- _Task brief_
Output the line that contains "Task: Parse the" and every line after it to the end of the entries, with nothing added or left out.

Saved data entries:
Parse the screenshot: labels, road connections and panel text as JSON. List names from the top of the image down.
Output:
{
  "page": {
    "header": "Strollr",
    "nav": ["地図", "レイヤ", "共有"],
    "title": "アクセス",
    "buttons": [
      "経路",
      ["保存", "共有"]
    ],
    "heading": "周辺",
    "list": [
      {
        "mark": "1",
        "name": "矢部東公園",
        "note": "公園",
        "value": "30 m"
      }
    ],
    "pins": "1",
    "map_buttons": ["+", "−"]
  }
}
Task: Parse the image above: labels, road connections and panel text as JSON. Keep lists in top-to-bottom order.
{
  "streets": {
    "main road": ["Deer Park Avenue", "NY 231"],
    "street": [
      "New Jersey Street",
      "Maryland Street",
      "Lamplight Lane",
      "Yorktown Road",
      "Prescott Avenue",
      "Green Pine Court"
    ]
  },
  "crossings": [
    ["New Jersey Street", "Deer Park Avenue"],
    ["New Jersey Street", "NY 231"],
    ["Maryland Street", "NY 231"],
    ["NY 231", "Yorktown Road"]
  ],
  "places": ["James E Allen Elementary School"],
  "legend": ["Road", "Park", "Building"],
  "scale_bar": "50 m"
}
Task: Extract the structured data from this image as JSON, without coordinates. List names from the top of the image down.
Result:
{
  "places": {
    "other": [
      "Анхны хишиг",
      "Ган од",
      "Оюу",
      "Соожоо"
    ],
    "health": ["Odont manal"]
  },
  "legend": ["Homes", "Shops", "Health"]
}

- _Reply_
Task: Parse the image above: labels, road connections and panel text as JSON. Keep lists in top-to-bottom order.
{
  "streets": {
    "main road": ["Deer Park Avenue", "NY 231"],
    "street": [
      "New Jersey Street",
      "Maryland Street",
      "Lamplight Lane",
      "Yorktown Road",
      "Prescott Avenue",
      "Green Pine Court"
    ]
  },
  "crossings": [
    ["New Jersey Street", "Deer Park Avenue"],
    ["New Jersey Street", "NY 231"],
    ["Maryland Street", "NY 231"],
    ["NY 231", "Yorktown Road"]
  ],
  "places": ["James E Allen Elementary School"],
  "legend": ["Road", "Park", "Building"],
  "scale_bar": "50 m"
}
Task: Extract the structured data from this image as JSON, without coordinates. List names from the top of the image down.
Result:
{
  "places": {
    "other": [
      "Анхны хишиг",
      "Ган од",
      "Оюу",
      "Соожоо"
    ],
    "health": ["Odont manal"]
  },
  "legend": ["Homes", "Shops", "Health"]
}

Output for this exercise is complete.